= Required work =
Copy all the lines of the data that include the word "text".

◇ ◇ ◇ ◇

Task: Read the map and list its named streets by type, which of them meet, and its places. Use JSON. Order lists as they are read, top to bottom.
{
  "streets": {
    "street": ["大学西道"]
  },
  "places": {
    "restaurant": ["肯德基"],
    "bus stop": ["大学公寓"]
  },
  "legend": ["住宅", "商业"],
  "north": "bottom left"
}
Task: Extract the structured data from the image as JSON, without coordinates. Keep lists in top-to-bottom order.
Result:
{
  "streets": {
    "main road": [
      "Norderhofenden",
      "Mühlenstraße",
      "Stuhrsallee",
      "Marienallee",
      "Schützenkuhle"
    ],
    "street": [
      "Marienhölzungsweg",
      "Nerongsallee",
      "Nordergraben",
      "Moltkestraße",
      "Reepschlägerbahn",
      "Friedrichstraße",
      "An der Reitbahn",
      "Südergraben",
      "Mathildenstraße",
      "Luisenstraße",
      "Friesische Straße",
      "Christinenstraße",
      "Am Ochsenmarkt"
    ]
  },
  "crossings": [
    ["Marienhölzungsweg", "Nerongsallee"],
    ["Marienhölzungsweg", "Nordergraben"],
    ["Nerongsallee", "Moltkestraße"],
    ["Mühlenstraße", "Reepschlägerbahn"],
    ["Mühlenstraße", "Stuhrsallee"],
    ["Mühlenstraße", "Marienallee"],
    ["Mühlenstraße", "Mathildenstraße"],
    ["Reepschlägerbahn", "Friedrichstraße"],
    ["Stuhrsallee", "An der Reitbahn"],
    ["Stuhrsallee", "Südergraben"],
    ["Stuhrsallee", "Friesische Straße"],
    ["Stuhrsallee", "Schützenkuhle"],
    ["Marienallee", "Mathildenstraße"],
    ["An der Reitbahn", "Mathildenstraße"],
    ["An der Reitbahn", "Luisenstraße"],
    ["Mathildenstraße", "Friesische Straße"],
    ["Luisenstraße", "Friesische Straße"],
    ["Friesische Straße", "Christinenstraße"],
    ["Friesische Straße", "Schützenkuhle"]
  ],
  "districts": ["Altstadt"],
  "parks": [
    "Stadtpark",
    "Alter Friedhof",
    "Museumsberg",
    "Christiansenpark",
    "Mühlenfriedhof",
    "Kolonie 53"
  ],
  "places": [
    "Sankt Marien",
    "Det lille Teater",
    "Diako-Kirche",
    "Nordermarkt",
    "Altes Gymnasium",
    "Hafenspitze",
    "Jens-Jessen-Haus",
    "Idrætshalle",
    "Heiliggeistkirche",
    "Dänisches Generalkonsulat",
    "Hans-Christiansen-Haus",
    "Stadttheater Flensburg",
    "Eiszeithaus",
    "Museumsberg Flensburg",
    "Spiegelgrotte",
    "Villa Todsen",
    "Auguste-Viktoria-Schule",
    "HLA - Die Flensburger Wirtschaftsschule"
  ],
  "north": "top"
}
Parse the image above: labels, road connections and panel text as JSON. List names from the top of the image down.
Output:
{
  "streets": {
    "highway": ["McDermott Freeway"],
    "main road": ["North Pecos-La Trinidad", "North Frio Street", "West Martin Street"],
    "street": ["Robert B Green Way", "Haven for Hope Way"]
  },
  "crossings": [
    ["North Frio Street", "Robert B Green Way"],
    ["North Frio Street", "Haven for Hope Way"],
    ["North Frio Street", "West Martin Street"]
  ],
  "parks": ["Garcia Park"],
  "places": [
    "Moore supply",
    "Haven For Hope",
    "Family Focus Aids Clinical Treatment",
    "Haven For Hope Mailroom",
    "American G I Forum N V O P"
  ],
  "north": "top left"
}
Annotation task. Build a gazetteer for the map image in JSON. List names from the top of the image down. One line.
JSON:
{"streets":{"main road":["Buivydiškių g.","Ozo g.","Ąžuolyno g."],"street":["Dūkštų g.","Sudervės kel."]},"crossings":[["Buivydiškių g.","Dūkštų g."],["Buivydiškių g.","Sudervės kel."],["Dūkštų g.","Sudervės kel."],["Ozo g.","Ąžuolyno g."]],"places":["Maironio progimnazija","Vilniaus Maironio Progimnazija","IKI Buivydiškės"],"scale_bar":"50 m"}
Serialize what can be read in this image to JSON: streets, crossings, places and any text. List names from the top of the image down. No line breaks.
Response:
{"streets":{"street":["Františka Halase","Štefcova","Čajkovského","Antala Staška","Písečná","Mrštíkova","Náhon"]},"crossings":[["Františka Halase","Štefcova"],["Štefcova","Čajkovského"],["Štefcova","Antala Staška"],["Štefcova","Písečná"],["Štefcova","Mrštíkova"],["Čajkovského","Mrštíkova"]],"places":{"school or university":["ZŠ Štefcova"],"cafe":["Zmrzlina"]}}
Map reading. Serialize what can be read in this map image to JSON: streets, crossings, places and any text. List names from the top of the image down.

◇ ◇ ◇ ◇

= Answer section =
Parse the image above: labels, road connections and panel text as JSON. List names from the top of the image down.
Serialize what can be read in this image to JSON: streets, crossings, places and any text. List names from the top of the image down. No line breaks.
Map reading. Serialize what can be read in this map image to JSON: streets, crossings, places and any text. List names from the top of the image down.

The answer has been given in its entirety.